Records contained in a dataset:
▽
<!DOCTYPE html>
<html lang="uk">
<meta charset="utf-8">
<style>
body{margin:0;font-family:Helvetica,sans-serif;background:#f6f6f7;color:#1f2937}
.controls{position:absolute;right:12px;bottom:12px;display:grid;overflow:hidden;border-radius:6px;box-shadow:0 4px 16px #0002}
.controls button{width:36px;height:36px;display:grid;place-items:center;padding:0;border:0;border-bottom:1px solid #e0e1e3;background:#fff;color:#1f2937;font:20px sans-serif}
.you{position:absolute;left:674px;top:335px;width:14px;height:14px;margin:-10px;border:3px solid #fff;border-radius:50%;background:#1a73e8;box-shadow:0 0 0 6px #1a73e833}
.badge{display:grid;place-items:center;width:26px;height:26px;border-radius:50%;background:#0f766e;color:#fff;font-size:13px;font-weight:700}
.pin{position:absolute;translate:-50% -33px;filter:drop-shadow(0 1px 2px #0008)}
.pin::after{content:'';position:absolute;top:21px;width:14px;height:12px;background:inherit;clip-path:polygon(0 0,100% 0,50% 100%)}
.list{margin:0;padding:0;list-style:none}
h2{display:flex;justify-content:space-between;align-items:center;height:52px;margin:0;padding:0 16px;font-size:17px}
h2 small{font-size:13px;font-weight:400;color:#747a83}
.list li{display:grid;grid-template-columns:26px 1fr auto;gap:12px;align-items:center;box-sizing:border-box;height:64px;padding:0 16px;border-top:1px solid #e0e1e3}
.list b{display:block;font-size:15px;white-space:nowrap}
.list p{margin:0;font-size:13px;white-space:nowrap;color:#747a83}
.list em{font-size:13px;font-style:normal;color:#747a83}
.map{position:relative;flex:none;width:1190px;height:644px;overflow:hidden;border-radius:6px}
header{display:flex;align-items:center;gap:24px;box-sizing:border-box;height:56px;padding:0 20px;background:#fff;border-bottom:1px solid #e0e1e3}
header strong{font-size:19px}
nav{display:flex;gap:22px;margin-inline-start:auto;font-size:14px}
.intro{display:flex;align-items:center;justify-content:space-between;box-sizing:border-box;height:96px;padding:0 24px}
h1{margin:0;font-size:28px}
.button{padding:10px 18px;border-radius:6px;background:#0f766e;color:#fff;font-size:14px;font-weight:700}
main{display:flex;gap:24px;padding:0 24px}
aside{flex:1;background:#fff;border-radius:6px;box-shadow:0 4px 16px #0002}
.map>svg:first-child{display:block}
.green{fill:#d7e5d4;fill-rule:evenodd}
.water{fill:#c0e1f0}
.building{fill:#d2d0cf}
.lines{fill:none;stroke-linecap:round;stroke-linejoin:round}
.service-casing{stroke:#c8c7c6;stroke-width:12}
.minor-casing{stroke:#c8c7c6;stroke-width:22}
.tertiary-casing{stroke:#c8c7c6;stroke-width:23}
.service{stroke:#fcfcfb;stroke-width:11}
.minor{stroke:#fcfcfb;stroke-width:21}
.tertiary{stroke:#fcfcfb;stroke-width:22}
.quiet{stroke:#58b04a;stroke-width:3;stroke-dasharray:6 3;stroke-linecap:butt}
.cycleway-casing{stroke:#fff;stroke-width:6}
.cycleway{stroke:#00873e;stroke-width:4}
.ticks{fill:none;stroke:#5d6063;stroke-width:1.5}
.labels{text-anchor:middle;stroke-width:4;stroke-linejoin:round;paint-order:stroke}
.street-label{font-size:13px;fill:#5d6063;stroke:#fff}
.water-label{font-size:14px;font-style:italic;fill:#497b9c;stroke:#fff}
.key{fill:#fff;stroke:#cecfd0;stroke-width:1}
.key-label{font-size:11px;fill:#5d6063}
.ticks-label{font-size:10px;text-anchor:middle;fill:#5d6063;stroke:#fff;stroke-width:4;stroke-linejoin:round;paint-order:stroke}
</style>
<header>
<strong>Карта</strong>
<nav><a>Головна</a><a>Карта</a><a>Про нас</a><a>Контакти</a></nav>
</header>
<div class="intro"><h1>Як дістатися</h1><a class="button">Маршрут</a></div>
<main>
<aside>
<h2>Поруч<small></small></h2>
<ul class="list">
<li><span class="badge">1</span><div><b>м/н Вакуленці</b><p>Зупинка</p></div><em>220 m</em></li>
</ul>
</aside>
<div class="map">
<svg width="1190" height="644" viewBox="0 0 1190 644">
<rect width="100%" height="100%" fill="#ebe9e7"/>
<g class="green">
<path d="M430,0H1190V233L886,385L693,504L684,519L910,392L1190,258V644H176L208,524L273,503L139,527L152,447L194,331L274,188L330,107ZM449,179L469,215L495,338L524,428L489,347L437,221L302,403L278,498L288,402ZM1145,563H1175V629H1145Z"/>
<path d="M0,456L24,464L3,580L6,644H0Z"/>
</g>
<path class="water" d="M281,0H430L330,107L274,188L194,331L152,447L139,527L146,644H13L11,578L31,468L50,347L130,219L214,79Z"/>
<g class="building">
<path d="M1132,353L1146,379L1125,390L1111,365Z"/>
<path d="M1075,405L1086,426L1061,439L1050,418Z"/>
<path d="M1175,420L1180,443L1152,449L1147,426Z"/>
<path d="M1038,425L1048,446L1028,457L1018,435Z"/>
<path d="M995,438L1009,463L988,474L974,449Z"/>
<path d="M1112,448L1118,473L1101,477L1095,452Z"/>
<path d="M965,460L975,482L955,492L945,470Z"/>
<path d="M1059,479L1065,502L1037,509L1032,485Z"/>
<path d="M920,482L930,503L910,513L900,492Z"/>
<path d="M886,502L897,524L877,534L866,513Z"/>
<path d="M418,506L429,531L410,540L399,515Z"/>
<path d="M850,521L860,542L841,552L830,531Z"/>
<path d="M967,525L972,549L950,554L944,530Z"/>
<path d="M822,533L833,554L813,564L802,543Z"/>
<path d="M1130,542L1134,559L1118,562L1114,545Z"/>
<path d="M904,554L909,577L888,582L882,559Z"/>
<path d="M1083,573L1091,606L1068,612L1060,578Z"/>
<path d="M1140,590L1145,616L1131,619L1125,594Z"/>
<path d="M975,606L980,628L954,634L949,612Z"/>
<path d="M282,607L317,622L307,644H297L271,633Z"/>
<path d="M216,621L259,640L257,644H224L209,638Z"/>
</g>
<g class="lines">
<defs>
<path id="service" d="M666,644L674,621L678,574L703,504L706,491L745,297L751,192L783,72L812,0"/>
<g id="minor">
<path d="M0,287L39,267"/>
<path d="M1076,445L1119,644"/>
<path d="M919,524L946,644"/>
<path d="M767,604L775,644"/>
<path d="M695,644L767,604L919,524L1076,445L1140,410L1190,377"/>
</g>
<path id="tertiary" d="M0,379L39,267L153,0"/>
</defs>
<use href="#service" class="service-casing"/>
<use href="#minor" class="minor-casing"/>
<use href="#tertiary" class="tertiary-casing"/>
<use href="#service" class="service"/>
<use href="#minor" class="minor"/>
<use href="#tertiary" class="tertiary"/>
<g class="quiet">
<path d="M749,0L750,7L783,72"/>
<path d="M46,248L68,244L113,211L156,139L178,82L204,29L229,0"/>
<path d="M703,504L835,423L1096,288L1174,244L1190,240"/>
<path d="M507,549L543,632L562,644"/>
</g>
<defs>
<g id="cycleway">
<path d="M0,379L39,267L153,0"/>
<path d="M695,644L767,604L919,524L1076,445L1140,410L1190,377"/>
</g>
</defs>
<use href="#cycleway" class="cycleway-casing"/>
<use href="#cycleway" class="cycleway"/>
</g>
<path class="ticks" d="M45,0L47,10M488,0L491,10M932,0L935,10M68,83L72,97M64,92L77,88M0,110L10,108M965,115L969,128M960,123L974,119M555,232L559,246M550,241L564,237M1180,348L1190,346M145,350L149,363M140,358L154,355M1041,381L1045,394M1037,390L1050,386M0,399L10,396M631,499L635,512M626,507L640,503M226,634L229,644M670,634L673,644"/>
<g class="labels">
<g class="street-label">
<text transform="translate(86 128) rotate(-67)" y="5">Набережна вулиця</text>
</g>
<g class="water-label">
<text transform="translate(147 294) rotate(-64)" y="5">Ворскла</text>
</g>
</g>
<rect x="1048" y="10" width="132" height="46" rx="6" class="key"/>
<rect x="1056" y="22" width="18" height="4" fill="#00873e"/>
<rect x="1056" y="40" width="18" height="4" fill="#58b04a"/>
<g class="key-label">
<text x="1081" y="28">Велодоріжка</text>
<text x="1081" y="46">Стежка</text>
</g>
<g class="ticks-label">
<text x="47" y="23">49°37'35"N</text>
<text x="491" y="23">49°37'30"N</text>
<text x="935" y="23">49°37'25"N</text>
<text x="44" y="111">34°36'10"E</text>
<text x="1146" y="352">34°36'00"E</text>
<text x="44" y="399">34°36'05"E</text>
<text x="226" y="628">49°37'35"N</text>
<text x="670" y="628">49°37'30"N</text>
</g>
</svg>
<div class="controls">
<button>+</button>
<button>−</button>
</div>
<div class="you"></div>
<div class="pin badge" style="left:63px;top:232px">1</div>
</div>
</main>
△
- [Exercise brief] Which lines in the records above include the word "white"? Copy them out.

- [Output of the task]
.list b{display:block;font-size:15px;white-space:nowrap}
.list p{margin:0;font-size:13px;white-space:nowrap;color:#747a83}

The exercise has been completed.